Upon diagnosis of cGVHD, the treatment decision in regard to management was made by the transplantation team of each participating center. Decisions for topical or systemic measures and for antimicrobial prophylaxis during immunosuppressive therapy for cGVHD were made according to standard procedures of each participating center and were expected to be the same in the 2 study groups for a given center. All patients were primarily treated with cyclosporine and an immunosuppressive corticosteroid-based regimen. Patients were considered off immunosuppressive therapy when having had no immunosuppressive therapy for at least 15 days. Restart of immunosuppressive therapy was defined as the reinitiation of immunosuppressive therapy at full dose more than 15 days after discontinuation because of recurrence of symptoms of cGVHD during this time period. Second-line immunosuppressive regimen was defined as the initiation of secondary systemic immunosuppressive treatment replacing or being in addition to primary first-line systemic therapy because of refractory or clinically worsening cGVHD. Patients received various second-line therapies such as azathioprine, thalidomide, mycophenolic acid mofetil (MMF), tacrolimus, psoralen ultraviolet A phototherapy (PUVA), extracorporeal photochemotherapy, and total lymphoid irradiation. If corticosteroids were started again after completion of a course of steroid therapy, this was not considered second-line therapy.

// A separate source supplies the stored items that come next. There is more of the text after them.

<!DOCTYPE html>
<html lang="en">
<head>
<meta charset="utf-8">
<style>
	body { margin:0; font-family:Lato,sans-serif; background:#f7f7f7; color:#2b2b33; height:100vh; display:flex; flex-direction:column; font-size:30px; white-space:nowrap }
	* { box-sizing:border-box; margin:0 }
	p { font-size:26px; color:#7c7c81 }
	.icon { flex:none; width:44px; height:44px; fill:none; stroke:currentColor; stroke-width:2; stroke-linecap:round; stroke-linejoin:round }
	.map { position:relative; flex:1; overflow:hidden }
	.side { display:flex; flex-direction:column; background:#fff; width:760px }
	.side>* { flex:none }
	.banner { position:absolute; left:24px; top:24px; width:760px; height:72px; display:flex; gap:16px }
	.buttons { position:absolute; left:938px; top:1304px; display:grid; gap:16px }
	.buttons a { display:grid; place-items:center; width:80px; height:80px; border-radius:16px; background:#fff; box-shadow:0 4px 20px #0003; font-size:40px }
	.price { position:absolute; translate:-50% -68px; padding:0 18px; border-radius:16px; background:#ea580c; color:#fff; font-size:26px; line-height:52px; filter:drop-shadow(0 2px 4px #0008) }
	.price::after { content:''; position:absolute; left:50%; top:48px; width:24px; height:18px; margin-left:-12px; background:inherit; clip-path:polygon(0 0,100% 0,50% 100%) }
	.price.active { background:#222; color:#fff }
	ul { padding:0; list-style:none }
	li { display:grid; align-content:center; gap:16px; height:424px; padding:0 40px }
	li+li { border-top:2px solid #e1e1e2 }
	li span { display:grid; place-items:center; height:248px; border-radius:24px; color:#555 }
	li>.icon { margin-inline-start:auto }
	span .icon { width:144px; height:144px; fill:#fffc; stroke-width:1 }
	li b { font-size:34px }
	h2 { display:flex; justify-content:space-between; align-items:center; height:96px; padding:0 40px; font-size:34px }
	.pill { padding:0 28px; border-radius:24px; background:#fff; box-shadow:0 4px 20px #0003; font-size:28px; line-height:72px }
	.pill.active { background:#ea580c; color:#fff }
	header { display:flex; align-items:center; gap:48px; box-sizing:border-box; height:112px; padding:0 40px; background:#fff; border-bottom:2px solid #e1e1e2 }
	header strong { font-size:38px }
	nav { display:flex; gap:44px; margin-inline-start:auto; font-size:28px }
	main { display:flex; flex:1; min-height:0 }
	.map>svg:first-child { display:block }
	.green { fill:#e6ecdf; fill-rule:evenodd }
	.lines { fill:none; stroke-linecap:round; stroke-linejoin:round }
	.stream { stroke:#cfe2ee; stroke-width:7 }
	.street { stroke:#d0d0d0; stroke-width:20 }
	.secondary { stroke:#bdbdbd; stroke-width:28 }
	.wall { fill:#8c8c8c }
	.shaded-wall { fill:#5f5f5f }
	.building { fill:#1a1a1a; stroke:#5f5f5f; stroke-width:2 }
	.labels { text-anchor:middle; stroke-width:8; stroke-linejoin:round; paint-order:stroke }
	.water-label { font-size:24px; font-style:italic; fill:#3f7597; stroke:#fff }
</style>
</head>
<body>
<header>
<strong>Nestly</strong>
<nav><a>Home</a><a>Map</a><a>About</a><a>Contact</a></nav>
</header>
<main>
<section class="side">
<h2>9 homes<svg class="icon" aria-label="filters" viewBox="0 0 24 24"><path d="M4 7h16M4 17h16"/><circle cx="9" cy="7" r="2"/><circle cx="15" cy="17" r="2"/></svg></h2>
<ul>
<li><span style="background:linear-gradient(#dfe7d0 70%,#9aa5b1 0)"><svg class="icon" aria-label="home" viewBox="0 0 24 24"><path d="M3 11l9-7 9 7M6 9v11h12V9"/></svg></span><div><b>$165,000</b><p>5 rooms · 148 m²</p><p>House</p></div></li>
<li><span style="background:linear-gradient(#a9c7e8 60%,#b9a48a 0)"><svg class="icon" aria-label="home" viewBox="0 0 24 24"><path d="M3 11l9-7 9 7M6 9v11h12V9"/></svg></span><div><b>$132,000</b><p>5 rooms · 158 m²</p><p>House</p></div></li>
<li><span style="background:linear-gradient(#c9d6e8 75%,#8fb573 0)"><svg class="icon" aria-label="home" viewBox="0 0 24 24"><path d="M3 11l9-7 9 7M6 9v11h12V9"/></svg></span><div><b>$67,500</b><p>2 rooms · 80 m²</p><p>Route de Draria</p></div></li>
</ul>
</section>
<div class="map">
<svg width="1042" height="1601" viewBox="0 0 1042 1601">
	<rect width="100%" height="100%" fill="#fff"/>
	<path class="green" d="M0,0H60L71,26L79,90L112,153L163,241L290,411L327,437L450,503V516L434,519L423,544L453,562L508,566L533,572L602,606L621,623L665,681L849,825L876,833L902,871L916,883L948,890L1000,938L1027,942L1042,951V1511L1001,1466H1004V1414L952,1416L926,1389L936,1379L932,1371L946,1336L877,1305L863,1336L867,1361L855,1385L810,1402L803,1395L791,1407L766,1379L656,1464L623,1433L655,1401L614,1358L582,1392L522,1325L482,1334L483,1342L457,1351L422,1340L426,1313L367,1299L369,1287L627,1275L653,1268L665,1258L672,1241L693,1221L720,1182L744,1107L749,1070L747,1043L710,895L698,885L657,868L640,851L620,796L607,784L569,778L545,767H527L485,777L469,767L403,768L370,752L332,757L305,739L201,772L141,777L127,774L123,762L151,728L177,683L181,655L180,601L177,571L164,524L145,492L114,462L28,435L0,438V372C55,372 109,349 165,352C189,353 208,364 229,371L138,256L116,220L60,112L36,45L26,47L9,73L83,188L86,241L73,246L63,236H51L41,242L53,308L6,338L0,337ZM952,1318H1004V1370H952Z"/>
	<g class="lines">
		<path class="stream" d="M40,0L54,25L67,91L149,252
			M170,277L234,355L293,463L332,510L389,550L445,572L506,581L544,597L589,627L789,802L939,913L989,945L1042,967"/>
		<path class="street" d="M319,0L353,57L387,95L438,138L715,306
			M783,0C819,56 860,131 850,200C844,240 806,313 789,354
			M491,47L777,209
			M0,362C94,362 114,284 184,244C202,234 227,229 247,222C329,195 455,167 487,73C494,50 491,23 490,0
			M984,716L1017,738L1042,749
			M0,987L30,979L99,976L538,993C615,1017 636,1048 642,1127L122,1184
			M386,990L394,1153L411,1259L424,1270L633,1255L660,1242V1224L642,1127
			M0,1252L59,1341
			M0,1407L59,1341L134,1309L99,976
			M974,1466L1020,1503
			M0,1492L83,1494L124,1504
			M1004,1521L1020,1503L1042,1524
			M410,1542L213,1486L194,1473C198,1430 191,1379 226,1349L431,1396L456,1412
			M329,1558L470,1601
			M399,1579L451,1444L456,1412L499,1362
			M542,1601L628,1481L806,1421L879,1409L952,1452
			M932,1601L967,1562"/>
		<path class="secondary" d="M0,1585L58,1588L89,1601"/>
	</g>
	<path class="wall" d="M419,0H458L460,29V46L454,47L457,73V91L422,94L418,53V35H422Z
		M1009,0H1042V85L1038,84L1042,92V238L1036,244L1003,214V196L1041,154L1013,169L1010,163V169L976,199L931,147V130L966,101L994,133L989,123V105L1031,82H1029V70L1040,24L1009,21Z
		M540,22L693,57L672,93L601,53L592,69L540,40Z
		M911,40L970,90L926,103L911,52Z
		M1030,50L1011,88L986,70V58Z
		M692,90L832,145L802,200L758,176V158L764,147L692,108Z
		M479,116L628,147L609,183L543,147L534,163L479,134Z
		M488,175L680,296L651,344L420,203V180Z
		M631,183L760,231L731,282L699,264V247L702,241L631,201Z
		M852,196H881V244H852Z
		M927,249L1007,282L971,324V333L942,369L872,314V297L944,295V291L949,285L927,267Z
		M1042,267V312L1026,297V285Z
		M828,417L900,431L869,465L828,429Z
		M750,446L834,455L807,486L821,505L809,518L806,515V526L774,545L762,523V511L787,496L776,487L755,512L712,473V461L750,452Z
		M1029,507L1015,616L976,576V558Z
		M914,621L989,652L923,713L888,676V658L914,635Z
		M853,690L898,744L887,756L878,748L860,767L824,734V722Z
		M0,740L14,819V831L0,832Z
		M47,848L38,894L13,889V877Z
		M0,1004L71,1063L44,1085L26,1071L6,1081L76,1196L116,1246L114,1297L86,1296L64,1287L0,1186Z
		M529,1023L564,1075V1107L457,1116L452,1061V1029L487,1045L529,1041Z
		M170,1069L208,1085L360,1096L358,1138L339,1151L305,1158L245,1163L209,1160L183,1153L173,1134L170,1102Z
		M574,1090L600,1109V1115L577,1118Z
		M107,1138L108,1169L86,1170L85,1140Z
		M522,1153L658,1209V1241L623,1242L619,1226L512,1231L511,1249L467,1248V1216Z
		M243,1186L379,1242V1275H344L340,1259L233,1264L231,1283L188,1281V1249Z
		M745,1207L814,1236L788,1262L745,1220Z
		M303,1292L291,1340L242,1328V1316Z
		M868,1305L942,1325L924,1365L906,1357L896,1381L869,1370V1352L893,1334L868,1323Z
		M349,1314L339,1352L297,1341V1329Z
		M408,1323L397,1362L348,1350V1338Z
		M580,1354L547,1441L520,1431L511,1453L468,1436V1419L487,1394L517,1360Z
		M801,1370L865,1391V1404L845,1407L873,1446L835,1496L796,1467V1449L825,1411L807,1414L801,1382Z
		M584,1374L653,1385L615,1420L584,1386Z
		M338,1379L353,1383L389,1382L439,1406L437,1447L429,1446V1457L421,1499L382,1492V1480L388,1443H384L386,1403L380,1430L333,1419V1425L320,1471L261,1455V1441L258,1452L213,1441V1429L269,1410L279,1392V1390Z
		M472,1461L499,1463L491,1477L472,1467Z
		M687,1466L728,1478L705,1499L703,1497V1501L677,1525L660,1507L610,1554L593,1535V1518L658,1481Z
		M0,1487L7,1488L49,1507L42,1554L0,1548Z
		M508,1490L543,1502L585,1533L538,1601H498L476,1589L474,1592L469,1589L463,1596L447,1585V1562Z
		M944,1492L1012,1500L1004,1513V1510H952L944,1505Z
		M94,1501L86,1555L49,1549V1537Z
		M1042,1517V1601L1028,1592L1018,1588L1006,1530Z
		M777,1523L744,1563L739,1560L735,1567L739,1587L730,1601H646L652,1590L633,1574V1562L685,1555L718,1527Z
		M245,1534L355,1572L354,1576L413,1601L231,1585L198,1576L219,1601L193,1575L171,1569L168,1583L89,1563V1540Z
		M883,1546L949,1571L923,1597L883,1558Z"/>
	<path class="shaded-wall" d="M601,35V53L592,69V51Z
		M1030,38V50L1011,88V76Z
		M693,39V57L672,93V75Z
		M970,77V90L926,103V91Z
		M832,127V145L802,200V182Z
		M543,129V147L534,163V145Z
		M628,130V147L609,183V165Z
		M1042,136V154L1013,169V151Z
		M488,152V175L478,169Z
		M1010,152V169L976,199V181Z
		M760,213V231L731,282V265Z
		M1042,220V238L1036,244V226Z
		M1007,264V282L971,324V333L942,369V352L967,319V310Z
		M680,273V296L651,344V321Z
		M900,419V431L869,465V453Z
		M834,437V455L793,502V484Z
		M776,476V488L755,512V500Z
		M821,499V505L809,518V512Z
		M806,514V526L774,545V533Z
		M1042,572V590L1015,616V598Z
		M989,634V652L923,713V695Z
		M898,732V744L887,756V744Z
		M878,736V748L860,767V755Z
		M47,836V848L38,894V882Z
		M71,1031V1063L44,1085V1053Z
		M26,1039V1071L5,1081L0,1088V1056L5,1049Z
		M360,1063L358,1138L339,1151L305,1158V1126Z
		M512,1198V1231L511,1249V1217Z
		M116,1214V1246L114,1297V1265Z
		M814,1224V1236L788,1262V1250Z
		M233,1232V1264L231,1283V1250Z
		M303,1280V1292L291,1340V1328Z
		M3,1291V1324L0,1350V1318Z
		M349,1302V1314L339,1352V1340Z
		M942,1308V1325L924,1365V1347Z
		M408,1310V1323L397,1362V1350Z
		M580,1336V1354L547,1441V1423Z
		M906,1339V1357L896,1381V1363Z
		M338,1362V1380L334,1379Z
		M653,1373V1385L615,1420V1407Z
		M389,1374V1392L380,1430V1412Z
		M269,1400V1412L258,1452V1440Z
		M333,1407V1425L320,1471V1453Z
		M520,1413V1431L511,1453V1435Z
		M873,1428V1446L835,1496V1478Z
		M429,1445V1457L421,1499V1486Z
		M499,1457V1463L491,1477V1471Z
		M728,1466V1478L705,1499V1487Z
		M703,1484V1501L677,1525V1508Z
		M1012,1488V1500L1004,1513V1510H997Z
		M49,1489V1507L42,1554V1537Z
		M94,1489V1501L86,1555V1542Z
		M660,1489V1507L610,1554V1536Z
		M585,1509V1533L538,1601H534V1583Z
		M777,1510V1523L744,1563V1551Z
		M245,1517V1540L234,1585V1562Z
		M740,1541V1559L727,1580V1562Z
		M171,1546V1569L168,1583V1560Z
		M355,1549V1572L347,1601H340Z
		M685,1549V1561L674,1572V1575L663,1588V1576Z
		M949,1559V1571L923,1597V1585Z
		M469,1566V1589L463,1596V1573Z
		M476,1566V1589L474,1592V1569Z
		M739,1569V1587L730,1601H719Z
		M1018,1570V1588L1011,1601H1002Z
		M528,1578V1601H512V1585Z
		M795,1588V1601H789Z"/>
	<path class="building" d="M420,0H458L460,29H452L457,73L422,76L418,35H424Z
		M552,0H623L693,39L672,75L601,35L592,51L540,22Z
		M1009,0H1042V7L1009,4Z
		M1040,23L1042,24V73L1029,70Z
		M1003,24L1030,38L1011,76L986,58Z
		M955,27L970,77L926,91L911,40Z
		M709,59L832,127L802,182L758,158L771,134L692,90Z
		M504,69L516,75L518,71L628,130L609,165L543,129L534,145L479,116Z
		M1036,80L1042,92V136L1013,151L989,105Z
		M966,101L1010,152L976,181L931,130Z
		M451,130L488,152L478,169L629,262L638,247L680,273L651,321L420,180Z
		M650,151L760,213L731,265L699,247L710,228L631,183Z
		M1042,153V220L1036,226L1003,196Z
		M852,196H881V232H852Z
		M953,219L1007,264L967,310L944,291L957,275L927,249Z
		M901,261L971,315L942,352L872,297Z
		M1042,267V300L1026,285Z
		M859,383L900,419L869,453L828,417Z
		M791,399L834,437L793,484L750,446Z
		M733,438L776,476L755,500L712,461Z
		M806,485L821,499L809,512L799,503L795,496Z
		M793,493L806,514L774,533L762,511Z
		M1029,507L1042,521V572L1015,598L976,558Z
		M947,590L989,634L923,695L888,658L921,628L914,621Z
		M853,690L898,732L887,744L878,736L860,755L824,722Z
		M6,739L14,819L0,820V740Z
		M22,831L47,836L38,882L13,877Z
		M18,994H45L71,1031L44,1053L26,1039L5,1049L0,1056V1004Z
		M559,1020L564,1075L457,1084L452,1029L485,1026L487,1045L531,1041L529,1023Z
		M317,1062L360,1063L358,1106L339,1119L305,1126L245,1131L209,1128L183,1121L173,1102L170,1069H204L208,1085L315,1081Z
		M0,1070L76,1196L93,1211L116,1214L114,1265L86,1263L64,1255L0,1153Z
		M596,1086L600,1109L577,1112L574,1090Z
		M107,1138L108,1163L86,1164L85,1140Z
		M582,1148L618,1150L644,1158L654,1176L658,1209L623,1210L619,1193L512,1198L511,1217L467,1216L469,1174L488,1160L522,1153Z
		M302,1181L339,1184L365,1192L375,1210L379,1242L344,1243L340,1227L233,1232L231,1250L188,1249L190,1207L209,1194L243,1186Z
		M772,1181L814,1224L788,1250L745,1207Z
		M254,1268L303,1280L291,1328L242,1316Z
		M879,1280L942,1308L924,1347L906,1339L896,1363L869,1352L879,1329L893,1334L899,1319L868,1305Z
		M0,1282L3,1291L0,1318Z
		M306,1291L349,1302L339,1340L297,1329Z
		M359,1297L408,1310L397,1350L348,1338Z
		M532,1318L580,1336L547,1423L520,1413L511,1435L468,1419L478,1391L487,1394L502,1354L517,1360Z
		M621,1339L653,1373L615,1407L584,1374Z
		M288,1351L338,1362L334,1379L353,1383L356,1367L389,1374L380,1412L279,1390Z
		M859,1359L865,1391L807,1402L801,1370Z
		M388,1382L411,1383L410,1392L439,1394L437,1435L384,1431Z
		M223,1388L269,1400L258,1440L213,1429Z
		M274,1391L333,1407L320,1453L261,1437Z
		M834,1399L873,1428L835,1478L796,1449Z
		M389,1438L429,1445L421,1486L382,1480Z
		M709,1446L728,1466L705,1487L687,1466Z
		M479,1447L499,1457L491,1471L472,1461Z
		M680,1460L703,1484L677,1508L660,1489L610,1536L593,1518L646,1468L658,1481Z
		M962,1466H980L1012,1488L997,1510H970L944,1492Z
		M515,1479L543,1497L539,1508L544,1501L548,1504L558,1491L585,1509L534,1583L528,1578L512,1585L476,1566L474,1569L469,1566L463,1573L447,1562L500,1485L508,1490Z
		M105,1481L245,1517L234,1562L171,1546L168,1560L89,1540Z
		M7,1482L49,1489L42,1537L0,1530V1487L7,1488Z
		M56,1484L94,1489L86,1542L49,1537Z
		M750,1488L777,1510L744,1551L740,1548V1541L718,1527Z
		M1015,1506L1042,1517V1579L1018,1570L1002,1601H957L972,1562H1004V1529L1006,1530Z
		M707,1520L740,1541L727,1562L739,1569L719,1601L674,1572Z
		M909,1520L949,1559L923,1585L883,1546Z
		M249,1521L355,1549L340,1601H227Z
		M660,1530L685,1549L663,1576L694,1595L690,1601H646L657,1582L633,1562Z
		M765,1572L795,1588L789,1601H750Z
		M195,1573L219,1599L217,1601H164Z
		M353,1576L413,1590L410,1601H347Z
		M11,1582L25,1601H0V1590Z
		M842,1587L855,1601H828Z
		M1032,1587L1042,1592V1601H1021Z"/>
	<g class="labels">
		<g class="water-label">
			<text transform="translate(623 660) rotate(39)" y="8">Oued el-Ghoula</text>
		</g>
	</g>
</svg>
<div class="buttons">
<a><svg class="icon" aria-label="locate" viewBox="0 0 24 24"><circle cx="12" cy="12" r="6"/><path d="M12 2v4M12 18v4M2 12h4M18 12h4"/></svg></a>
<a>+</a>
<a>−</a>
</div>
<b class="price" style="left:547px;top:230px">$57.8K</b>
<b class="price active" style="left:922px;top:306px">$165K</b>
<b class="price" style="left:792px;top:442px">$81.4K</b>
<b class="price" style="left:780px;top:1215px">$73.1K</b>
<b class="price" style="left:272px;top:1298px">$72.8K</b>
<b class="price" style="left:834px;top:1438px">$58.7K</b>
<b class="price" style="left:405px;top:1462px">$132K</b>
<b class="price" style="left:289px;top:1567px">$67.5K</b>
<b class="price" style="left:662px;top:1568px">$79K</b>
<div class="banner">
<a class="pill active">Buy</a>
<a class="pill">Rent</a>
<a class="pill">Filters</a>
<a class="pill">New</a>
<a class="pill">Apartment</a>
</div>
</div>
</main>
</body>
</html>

All data were computed using SPSS for Windows (SPSS, Chicago, IL). The Mann-Whitney test was used for comparison of continuous variables. Categoric variables were compared using the χ² test corrected with the Yates method if necessary.35 The probability of developing cGVHD was depicted by calculating the cumulative incidence36 and prevalence37 with relapse and death without relapse or cGVHD as competing risks.22 Disease-free survival (DFS) was defined as survival in continuous complete remission; relapse and death in remission were events; and patients surviving in continuous complete remission were censored at last contact. DFS and duration of immunosuppressive therapy in each treatment group were analyzed using the Kaplan-Meier product-limit estimates.38,39 Differences between groups were tested using the log-rank test when Kaplan-Meier analysis was performed.40 Because the risk of chronic GVHD begins by day 100 following transplantation, we also measured DFS in each treatment group from a prespecified “landmark” time of 100 days after transplantation in a landmark analysis.41 

Of the 101 patients who proceeded to transplantation, data on follow-up (relapse or death), cGVHD onset and extent (limited vs extensive), and overall duration of immunosuppressive treatments are shown in Table 1. The baseline characteristics and GVHD risk factors (recipient and donor age, sex, diagnosis, disease status, ABO mismatch, cytomegalovirus (CMV) status, conditioning regimens) of these 101 patients have been reported previously and were found balanced in both treatment arms.13 All donors were HLA-A–, HLA-B–, and HLA-DR–matched siblings. A total of 94% of the patients included in this study were in first complete remission (acute leukemia) or in first chronic phase (chronic myeloid leukemia), and this was balanced between the 2 arms. As expected, PBSC collection led to the infusion of a higher number of CD34⁺ hematopoietic progenitors (median [range], PBSCs, 6.6 × 10⁶/kg [1.5 × 10⁶/kg-19.2 × 10⁶/kg]; BM, 2.4 × 10⁶/kg [0.5 × 10⁶/kg-8.6 × 10⁶/kg];P < 10⁻⁶) and CD3⁺ T cells (median [range], PBSCs, 356 × 10⁶/kg [131 × 10⁶/kg-754 × 10⁶/kg]; BM, 26 × 10⁶/kg [7 × 10⁶/kg-92 × 10⁶/kg];P < 10⁻⁶). Patients in the PBSC arm reached platelet count of 25 × 10⁹/L 8 days earlier than did patients in the BM arm (P < 10⁻⁴). The time to reach neutrophil counts of 0.5 × 10⁹/L was 6 days shorter in the PBSC group than in the BM group (P < 10⁻⁵). Forty-three patients developed at least grade 2 acute GVHD with no difference between the 2 groups (PBSCs, 44%; BM, 42%; P = NS).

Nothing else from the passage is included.